Work order -> Which lines of the entries contain the string "canvas"? Copy each of them.

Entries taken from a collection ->
_ _ _ _ _ _ _

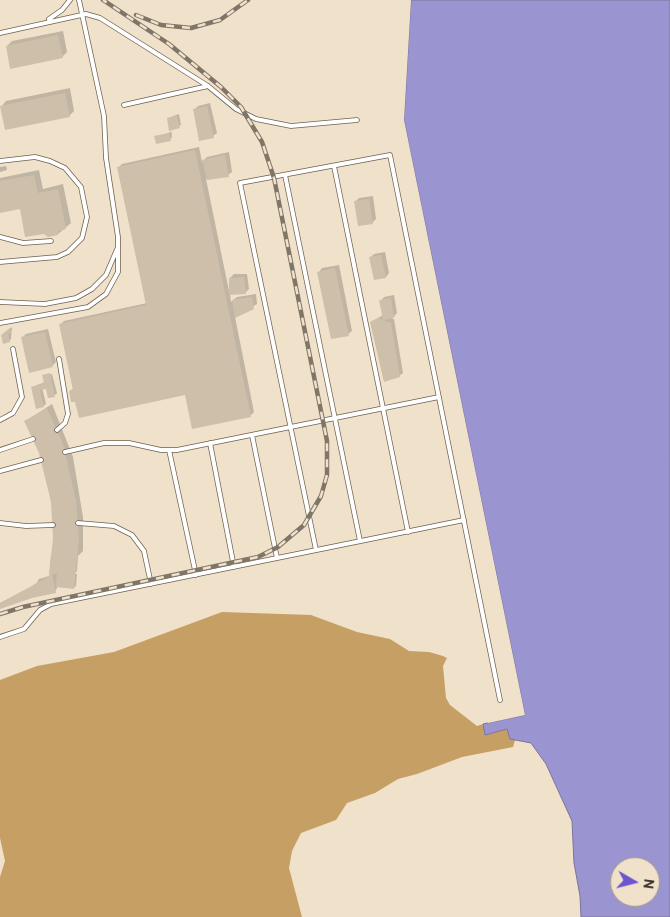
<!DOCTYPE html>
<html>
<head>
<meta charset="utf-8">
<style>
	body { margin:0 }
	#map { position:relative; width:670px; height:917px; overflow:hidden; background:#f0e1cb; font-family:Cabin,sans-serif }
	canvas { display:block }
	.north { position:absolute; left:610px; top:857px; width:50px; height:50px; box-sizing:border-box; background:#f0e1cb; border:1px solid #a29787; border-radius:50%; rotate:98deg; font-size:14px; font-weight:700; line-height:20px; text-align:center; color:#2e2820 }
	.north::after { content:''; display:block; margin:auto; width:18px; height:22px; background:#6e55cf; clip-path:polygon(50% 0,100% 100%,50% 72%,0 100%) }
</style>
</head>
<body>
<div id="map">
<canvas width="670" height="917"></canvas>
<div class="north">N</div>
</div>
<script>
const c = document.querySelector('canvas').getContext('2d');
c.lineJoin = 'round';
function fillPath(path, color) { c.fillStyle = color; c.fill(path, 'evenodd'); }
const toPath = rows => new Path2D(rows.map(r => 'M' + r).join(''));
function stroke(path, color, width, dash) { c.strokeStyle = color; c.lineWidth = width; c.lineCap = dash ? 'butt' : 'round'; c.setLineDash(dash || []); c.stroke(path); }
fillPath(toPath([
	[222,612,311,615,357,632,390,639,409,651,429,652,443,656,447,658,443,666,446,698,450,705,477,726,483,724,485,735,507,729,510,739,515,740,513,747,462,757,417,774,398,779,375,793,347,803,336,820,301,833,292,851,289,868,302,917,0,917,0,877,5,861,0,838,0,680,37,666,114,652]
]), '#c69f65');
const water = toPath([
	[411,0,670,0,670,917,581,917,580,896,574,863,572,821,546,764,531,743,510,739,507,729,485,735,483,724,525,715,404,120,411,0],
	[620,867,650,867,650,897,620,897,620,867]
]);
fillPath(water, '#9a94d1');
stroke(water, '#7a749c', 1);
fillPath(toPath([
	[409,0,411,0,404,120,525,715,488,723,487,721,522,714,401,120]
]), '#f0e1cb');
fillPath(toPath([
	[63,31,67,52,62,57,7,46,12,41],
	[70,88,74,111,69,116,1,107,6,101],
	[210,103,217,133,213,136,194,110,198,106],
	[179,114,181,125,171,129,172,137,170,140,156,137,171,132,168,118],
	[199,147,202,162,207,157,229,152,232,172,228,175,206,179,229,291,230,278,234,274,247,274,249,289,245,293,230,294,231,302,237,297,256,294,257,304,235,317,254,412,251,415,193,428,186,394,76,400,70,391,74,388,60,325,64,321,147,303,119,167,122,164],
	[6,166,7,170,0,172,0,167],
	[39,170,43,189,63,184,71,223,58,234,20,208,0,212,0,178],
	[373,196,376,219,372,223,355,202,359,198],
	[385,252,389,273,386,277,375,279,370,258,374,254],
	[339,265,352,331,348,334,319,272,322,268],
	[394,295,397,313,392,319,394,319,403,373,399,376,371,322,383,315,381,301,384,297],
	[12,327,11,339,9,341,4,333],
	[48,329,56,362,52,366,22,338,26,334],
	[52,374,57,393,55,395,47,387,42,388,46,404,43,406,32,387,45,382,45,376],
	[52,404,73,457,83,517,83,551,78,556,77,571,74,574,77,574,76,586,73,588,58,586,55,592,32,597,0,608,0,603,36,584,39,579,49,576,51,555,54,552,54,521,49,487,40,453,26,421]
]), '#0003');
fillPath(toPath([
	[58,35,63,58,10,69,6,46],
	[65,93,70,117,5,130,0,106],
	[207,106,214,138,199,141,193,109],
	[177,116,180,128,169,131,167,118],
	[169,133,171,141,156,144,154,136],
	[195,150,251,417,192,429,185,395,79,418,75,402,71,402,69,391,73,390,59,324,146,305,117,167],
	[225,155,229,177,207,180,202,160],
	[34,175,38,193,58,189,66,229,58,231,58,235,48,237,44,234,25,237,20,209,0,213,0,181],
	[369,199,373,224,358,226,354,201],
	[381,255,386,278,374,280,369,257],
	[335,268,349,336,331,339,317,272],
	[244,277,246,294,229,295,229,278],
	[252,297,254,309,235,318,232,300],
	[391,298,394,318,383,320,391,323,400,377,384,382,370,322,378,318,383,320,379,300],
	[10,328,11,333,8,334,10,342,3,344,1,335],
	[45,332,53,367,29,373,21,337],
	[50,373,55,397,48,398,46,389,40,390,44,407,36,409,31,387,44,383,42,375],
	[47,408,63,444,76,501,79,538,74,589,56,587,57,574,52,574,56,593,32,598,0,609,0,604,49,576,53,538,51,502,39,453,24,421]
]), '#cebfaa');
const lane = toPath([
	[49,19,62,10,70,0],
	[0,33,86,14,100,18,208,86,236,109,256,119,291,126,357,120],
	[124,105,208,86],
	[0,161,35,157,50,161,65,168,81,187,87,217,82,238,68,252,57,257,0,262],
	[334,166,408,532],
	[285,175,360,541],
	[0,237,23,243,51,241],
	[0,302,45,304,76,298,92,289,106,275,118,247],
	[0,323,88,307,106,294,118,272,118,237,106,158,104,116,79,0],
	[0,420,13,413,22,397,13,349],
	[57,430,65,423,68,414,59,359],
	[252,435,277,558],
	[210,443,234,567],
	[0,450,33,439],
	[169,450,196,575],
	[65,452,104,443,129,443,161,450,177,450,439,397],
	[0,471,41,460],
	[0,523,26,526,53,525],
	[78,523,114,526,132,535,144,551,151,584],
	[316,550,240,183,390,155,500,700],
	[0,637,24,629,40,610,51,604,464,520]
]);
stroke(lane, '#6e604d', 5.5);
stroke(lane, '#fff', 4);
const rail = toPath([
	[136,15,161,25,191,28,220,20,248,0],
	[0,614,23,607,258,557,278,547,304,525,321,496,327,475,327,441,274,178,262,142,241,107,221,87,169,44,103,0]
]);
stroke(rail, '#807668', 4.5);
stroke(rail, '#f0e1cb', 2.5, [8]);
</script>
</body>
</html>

_ _ _ _ _ _ _

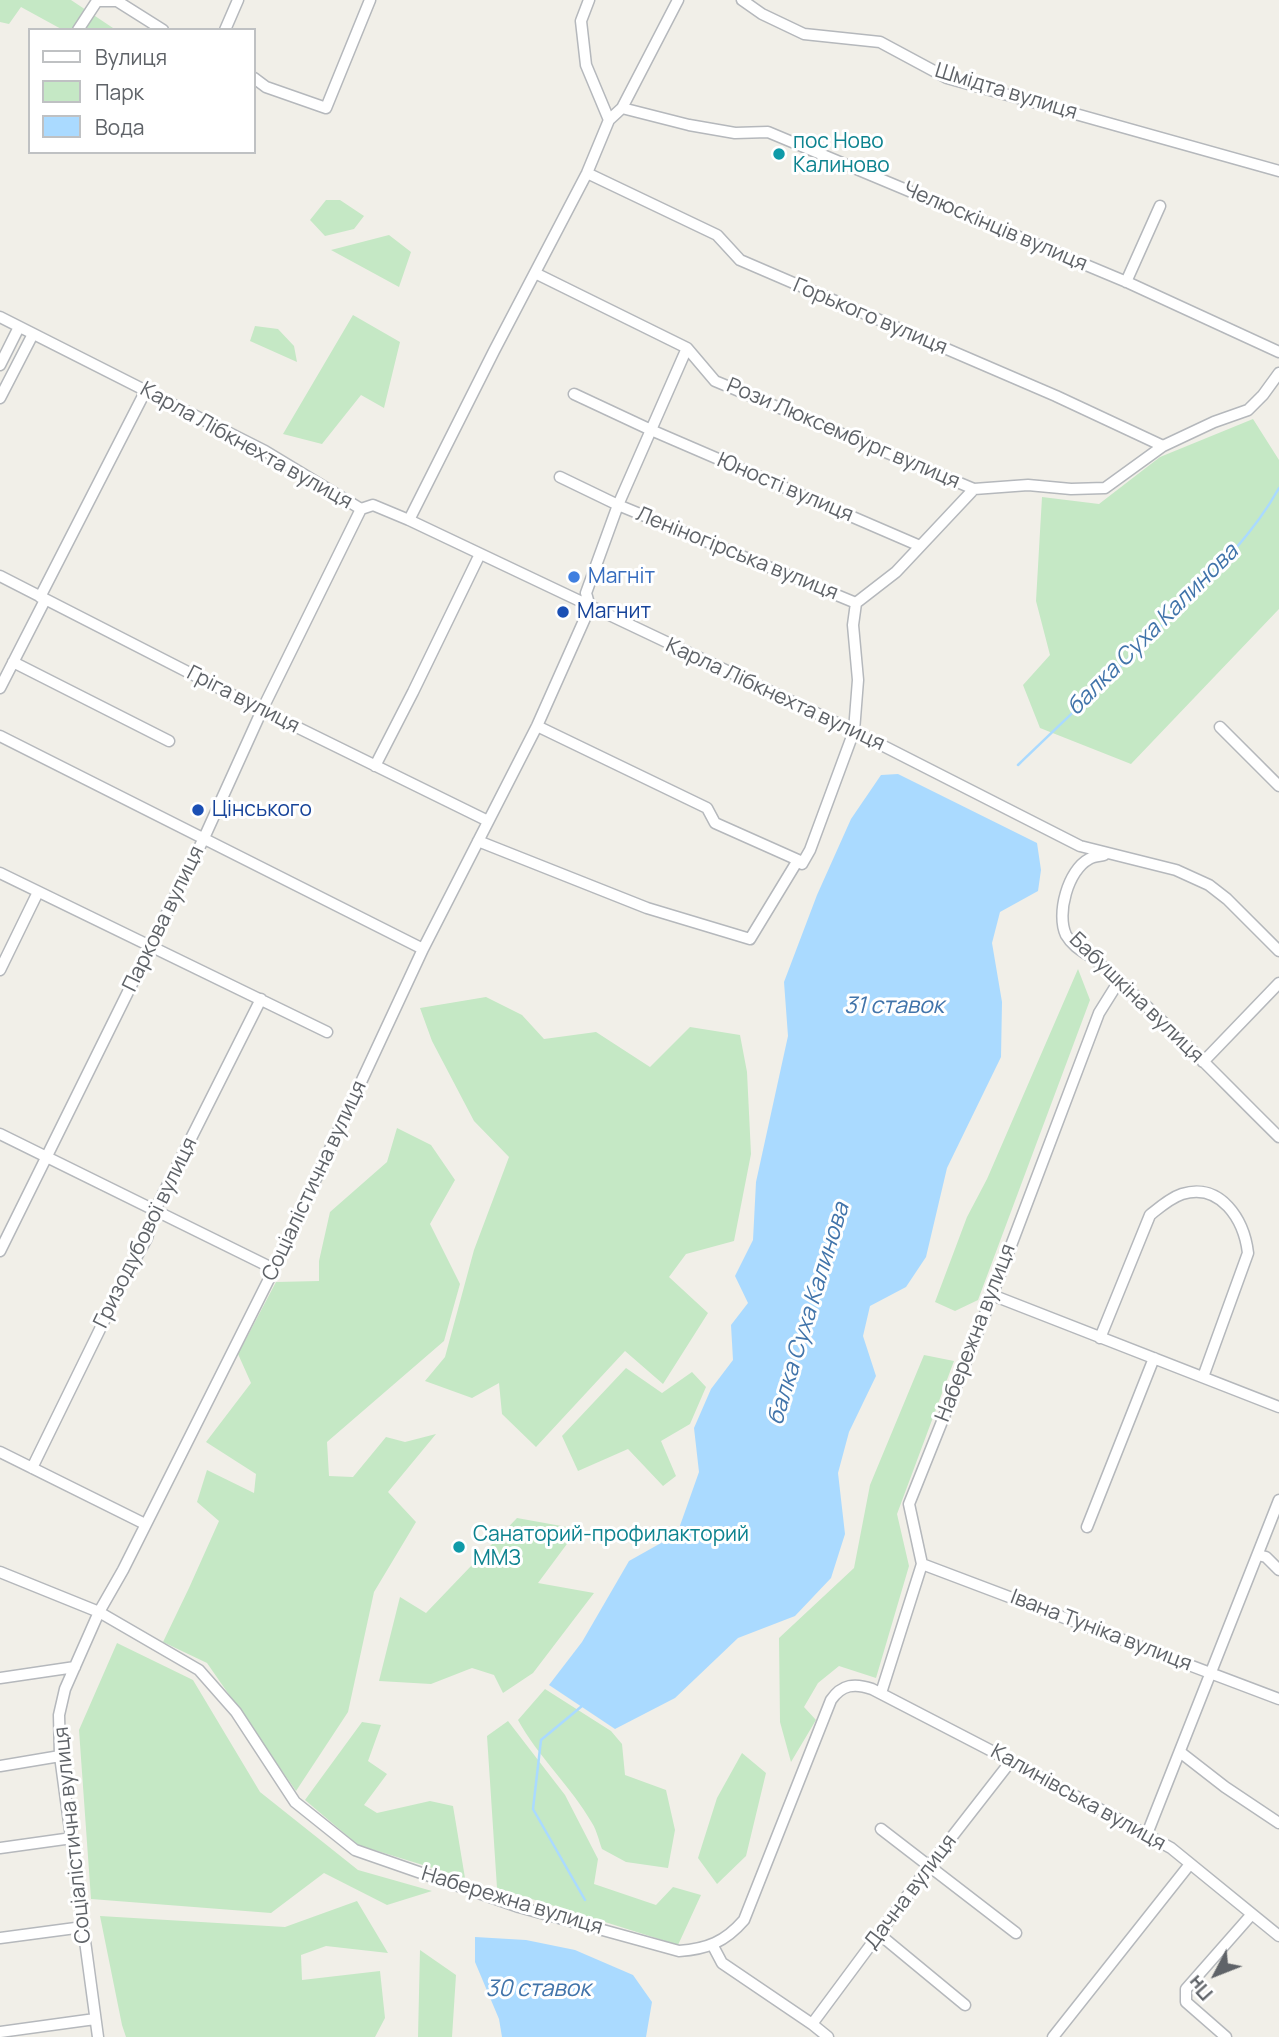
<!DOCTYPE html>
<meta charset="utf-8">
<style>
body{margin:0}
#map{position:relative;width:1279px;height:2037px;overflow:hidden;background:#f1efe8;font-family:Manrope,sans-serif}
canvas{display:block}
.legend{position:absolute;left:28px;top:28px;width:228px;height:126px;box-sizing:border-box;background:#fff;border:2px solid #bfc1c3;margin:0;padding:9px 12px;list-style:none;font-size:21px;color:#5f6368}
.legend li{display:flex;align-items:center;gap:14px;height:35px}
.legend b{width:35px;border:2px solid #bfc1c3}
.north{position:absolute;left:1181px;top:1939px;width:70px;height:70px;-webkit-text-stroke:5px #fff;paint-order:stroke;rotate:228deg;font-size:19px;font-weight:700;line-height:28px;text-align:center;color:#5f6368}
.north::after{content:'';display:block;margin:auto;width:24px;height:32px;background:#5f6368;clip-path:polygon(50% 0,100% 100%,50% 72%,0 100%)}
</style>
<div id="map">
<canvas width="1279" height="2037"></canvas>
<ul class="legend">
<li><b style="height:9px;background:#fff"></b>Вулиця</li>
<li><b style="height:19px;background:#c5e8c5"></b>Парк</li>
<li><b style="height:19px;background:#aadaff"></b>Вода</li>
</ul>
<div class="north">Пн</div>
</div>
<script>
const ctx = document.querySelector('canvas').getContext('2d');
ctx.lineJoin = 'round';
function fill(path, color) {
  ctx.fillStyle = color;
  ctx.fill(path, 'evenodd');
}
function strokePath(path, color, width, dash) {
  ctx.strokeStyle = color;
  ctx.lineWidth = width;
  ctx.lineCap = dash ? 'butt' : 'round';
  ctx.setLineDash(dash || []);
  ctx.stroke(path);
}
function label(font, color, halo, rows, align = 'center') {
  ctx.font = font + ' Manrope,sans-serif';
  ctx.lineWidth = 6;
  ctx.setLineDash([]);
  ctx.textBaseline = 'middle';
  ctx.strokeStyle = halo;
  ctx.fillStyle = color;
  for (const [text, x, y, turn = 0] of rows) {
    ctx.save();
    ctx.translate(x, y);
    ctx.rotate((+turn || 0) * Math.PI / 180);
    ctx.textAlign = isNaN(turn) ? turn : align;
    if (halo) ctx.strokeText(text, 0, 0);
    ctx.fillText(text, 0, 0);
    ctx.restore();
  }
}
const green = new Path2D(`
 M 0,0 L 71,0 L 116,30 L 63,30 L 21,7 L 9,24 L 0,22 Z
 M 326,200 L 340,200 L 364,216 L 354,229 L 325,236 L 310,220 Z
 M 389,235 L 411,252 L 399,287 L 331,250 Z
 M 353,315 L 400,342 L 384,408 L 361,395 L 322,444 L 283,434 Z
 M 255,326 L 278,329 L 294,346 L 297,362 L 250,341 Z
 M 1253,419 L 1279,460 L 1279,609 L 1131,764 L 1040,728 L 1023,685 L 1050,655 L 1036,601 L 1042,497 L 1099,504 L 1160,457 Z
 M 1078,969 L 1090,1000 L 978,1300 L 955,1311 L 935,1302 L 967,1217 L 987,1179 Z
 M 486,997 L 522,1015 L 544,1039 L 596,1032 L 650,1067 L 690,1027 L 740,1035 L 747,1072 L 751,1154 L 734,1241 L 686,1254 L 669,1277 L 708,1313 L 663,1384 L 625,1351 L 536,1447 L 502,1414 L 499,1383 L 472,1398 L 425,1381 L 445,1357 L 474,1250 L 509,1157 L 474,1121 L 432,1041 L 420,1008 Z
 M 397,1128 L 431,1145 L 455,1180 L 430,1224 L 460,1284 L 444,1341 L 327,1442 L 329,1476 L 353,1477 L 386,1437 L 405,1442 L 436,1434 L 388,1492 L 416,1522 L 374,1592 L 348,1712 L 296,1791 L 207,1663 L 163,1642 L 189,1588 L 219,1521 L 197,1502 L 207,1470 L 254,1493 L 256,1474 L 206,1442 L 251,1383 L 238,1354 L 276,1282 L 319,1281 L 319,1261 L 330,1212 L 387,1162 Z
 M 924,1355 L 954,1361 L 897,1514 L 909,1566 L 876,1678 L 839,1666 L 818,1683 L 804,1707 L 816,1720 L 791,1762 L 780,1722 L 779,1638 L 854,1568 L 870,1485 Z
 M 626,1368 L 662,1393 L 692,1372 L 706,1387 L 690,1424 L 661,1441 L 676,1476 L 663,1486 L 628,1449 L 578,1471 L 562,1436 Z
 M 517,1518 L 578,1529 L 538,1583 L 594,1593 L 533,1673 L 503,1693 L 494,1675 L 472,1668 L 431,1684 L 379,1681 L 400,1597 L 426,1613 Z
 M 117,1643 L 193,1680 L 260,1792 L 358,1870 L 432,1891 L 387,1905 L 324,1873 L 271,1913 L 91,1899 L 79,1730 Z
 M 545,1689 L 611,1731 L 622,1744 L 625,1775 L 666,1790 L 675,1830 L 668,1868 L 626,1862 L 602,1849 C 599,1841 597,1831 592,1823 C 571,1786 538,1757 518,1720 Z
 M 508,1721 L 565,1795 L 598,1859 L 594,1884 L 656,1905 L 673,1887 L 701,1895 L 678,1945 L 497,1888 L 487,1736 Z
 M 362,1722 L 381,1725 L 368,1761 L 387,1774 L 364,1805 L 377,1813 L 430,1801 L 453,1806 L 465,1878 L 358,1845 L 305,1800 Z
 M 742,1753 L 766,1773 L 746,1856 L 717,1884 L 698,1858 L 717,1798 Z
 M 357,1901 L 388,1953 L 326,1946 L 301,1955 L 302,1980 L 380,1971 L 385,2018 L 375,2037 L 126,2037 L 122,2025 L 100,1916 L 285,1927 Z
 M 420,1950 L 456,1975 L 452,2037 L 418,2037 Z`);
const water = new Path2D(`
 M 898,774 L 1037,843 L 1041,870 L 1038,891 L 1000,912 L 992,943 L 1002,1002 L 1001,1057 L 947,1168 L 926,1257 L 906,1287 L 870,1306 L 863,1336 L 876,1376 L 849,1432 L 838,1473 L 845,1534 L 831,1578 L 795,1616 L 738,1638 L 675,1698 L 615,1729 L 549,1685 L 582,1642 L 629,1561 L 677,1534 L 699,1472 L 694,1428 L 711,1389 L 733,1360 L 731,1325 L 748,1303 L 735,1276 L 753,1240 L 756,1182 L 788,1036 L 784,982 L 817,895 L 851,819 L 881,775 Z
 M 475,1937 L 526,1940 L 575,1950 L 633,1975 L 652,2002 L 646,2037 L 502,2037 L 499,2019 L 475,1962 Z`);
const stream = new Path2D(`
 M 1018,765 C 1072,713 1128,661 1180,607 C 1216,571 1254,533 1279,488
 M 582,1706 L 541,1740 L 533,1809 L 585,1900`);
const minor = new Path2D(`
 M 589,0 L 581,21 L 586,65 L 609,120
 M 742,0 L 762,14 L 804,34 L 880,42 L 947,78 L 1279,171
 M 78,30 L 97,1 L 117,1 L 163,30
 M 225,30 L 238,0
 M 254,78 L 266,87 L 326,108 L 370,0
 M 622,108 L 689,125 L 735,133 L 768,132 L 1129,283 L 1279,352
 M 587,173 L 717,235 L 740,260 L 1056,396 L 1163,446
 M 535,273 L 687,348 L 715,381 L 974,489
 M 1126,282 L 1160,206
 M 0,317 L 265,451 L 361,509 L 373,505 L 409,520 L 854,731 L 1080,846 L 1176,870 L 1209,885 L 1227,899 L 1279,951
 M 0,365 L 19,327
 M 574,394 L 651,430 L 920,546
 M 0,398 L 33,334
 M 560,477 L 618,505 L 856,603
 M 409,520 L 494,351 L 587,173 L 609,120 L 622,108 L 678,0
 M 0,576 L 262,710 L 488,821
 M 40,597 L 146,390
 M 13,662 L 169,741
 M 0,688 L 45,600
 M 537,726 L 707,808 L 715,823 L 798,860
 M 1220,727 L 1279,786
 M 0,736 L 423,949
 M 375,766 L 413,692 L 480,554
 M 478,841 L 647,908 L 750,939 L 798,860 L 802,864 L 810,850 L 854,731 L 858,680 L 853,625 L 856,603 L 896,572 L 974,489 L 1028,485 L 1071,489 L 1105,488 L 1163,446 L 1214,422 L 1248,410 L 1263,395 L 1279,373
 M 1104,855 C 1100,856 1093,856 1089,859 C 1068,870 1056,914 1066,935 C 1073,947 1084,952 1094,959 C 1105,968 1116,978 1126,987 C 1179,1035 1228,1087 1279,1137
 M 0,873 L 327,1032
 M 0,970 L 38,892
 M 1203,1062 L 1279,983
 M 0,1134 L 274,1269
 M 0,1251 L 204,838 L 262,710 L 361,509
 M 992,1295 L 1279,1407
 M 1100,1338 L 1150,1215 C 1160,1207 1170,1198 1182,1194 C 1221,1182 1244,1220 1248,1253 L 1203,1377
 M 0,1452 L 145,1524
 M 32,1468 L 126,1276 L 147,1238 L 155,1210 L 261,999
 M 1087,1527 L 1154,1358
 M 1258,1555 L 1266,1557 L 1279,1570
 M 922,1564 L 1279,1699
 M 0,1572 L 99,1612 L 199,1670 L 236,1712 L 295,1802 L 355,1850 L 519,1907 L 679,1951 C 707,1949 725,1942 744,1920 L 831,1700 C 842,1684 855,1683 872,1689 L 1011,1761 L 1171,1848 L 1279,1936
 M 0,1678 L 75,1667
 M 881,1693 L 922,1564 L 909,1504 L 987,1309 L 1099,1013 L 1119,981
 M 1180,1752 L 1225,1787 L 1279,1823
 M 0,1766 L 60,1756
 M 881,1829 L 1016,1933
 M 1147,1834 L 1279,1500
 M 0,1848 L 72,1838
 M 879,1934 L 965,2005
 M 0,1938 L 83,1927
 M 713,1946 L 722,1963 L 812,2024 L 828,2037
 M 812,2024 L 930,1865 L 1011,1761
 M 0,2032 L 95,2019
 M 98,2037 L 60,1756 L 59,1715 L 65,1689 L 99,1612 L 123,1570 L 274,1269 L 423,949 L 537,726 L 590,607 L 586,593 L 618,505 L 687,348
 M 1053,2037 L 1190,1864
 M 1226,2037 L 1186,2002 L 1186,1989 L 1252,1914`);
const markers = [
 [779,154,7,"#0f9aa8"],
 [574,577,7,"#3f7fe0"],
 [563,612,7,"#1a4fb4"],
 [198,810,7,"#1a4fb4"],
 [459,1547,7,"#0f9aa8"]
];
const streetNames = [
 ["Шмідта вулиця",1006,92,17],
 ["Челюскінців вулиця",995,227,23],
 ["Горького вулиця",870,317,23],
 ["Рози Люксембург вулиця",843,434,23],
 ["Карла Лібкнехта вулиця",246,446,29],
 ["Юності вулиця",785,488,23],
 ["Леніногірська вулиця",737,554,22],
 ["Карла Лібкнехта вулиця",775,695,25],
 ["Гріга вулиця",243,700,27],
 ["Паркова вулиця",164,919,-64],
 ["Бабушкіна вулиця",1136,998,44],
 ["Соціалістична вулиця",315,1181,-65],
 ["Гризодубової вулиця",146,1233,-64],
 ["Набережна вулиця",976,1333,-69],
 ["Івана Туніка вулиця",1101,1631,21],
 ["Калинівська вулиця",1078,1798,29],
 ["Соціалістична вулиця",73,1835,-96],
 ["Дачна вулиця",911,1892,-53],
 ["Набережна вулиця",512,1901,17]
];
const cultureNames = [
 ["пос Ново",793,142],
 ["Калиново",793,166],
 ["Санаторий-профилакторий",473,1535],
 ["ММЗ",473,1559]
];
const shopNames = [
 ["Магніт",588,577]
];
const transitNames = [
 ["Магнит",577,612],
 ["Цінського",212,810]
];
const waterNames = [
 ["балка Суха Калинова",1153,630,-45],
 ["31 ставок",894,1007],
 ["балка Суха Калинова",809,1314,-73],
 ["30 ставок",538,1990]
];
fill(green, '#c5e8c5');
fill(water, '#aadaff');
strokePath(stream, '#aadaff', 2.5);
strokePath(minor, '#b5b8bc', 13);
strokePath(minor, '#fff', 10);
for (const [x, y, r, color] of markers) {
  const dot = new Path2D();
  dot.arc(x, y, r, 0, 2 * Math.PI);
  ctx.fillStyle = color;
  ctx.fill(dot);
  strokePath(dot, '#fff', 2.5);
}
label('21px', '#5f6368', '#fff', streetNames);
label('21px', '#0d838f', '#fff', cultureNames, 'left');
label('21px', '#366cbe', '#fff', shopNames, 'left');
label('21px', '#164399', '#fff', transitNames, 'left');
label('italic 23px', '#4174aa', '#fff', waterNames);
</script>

_ _ _ _ _ _ _

Answer box ->
	canvas { display:block }
<canvas width="670" height="917"></canvas>
const c = document.querySelector('canvas').getContext('2d');
canvas{display:block}
<canvas width="1279" height="2037"></canvas>
const ctx = document.querySelector('canvas').getContext('2d');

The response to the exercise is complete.